╭─ Supplied information

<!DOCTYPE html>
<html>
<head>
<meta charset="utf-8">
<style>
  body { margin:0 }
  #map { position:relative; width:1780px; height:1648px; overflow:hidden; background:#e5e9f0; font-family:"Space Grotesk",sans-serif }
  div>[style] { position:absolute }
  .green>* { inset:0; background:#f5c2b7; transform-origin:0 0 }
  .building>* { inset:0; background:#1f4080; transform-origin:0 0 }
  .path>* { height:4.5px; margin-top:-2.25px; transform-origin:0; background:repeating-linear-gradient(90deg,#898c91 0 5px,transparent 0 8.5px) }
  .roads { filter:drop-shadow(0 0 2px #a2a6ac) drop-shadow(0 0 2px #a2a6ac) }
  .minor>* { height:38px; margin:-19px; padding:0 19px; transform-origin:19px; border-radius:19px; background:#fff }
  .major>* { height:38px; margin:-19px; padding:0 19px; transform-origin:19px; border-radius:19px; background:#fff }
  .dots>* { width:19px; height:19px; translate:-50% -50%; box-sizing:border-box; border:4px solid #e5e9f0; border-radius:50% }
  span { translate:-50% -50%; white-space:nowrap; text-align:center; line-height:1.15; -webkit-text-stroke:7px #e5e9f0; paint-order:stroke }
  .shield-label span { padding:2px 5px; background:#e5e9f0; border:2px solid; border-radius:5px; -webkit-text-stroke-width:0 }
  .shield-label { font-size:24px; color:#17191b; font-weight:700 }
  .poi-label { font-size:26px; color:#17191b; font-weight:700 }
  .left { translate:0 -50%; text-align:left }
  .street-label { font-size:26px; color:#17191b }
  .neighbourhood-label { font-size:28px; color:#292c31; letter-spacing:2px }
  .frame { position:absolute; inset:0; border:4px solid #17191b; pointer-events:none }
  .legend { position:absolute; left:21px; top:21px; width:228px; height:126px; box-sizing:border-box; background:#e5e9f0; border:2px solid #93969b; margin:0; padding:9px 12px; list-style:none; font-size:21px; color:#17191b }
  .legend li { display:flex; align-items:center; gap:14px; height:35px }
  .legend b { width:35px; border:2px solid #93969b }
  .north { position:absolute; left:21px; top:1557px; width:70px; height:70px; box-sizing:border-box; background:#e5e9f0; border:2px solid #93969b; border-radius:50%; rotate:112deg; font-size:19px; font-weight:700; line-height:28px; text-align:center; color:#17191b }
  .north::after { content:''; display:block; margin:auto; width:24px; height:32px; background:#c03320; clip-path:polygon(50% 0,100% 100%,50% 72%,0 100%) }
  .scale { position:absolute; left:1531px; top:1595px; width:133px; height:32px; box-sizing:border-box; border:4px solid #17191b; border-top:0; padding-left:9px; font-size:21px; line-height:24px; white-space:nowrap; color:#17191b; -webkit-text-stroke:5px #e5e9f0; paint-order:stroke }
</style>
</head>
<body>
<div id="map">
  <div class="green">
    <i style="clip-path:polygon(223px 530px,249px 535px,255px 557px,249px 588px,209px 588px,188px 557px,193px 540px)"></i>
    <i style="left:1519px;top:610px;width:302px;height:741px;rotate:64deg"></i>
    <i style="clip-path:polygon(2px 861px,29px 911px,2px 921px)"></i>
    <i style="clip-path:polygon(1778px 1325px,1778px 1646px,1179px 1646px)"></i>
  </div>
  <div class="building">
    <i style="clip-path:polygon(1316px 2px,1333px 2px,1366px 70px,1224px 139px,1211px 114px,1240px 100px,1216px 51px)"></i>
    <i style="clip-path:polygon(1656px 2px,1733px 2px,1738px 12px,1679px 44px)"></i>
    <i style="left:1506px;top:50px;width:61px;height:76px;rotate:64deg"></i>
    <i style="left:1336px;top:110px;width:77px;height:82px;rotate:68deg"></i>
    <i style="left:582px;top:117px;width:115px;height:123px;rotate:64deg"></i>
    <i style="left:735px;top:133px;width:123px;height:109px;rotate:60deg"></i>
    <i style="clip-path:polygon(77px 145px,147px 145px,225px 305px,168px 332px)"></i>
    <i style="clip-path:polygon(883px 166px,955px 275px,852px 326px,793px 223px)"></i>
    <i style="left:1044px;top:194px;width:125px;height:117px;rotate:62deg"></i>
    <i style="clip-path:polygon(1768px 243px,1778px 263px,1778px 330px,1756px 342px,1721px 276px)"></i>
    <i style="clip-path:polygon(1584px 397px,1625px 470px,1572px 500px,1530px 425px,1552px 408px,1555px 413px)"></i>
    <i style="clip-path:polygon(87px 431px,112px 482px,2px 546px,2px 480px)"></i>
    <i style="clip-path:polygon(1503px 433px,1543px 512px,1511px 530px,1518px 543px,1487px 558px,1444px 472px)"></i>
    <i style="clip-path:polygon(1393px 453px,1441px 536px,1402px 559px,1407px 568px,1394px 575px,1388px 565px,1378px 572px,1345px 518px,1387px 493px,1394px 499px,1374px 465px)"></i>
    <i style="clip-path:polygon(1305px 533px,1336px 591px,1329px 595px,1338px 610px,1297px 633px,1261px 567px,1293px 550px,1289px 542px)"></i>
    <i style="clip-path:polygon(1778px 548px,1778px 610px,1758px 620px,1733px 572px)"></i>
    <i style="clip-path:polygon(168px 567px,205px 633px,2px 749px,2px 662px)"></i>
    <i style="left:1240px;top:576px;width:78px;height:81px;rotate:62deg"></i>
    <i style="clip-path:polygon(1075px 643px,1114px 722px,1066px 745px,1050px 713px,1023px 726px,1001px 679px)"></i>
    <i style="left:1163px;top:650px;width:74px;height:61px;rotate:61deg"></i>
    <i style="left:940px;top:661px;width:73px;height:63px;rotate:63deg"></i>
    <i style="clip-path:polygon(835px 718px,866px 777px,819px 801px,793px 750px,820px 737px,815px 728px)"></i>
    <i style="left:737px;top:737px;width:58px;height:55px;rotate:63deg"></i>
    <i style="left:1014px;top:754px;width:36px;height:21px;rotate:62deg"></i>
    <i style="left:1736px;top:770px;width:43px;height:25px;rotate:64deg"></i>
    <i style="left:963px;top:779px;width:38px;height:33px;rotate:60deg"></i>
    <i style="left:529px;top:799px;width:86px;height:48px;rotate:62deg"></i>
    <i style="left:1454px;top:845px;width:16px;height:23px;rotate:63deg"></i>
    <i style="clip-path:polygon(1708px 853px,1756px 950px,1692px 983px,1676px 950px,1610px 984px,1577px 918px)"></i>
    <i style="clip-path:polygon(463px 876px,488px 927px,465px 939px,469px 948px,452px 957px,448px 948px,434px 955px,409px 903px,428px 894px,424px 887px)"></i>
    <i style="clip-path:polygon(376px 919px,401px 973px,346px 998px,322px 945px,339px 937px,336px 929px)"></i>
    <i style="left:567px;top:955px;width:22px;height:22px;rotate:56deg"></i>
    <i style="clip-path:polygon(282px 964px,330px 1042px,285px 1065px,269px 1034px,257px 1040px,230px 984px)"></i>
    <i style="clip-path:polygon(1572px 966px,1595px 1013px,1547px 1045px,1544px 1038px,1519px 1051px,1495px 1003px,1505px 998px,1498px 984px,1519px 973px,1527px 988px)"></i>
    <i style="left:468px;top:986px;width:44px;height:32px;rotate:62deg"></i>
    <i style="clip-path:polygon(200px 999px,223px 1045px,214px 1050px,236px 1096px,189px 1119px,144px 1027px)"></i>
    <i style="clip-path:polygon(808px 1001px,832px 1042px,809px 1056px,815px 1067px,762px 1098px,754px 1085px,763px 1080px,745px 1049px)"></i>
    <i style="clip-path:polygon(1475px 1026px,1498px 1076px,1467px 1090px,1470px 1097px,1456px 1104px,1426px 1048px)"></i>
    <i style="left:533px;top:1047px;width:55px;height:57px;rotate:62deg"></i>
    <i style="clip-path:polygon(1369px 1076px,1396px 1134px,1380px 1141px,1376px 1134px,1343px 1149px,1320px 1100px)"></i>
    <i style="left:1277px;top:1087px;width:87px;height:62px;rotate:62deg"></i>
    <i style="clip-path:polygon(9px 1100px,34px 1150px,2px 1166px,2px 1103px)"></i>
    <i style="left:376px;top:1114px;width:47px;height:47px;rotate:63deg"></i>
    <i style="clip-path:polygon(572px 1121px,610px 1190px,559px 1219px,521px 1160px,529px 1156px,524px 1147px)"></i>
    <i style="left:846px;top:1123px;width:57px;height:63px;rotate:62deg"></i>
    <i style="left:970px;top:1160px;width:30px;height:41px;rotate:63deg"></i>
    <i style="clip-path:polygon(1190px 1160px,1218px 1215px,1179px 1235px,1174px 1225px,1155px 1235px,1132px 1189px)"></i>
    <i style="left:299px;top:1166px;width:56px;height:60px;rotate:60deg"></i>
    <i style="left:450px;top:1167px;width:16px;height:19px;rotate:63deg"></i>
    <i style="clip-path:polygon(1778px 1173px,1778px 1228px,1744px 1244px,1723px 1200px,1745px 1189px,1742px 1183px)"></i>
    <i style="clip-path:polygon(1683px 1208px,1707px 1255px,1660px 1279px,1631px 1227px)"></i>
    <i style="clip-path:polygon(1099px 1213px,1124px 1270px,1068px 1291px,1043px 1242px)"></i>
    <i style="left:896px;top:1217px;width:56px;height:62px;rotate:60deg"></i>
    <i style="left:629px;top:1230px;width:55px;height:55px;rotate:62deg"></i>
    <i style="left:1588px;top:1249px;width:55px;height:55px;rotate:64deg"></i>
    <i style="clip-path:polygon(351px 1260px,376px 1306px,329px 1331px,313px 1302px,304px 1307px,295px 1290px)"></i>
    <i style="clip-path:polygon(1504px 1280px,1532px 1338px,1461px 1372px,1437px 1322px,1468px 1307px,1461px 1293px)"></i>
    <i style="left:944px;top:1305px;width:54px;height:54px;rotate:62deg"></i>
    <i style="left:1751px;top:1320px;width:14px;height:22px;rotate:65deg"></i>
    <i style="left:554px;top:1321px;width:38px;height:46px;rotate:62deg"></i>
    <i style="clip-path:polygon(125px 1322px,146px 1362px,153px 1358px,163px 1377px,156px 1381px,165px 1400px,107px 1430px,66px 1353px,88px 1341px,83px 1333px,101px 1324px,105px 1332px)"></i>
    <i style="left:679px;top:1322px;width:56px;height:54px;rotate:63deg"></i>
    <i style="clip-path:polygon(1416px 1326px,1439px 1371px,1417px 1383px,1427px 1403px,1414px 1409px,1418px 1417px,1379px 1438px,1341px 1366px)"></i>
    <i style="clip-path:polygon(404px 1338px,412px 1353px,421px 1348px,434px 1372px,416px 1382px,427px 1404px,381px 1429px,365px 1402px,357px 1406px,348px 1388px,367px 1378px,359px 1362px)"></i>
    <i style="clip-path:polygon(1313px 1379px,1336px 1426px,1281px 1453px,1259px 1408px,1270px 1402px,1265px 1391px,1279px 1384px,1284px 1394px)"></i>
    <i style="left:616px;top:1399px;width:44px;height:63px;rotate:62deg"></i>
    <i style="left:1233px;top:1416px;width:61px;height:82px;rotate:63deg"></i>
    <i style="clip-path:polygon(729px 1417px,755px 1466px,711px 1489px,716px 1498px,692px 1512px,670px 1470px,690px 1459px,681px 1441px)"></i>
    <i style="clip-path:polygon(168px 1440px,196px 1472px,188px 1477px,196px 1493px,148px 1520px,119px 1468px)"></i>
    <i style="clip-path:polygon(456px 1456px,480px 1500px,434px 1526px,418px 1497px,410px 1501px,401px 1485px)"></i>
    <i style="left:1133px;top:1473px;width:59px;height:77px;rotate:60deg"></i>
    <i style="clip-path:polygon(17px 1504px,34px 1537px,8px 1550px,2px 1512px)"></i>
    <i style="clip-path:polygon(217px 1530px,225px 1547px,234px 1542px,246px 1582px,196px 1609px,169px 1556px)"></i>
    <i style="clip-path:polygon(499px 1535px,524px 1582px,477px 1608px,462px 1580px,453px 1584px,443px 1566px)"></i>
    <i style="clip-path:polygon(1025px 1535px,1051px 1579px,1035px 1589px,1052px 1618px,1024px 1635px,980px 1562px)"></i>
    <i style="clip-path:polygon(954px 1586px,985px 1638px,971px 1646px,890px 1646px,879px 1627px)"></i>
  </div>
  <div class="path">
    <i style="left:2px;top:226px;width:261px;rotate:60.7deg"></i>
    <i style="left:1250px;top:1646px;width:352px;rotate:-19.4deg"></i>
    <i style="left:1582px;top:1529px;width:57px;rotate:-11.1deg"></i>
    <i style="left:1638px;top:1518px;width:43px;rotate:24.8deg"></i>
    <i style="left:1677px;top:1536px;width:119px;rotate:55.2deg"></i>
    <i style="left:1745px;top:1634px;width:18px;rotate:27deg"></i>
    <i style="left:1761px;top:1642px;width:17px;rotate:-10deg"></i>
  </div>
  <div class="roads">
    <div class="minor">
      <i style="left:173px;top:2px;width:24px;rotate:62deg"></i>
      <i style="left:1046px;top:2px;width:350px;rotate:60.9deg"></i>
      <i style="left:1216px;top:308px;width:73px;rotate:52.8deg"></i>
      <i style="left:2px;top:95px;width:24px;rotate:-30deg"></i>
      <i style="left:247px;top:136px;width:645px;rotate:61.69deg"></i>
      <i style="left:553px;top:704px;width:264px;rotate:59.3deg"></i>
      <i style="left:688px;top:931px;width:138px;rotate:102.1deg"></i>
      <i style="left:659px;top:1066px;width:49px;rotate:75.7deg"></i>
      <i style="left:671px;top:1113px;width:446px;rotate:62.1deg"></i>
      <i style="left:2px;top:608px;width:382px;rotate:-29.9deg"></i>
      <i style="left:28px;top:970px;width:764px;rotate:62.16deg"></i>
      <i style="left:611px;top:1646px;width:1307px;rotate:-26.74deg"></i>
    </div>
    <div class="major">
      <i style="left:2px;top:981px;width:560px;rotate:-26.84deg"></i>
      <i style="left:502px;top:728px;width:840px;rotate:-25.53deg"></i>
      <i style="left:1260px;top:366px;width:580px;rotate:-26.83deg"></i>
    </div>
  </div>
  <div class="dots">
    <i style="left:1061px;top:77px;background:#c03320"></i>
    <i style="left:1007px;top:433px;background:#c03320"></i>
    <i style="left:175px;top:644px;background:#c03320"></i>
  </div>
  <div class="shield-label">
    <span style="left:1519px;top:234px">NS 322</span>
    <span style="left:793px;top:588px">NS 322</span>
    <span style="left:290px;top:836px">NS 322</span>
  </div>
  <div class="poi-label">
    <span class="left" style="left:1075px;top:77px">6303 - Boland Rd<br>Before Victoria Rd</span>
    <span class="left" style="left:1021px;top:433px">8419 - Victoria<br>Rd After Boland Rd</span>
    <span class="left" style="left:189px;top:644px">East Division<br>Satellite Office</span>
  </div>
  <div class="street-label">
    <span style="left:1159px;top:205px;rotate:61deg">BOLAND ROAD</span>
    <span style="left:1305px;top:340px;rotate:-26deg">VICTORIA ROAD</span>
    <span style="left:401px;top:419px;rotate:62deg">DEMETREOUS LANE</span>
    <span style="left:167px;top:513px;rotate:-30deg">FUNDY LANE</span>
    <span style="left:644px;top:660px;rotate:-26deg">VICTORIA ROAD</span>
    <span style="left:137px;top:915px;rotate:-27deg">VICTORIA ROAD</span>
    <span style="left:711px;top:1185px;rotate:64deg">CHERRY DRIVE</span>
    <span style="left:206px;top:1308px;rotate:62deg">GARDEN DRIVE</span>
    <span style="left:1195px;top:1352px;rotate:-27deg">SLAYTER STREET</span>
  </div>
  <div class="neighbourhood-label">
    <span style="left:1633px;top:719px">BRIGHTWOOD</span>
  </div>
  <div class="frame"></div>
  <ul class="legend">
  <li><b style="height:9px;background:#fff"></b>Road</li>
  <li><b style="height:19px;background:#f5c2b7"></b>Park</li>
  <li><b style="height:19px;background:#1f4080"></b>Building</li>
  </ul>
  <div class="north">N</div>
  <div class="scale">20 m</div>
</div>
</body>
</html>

╰─

* Exercise goal
In the entries above, please find the line with "translate:-50% -50%; white-space:nowrap;" and the line with "padding:2px 5px; background:#e5e9f0;", then write out exactly those two lines and every line between them, and nothing more.

* Result of this task
  span { translate:-50% -50%; white-space:nowrap; text-align:center; line-height:1.15; -webkit-text-stroke:7px #e5e9f0; paint-order:stroke }
  .shield-label span { padding:2px 5px; background:#e5e9f0; border:2px solid; border-radius:5px; -webkit-text-stroke-width:0 }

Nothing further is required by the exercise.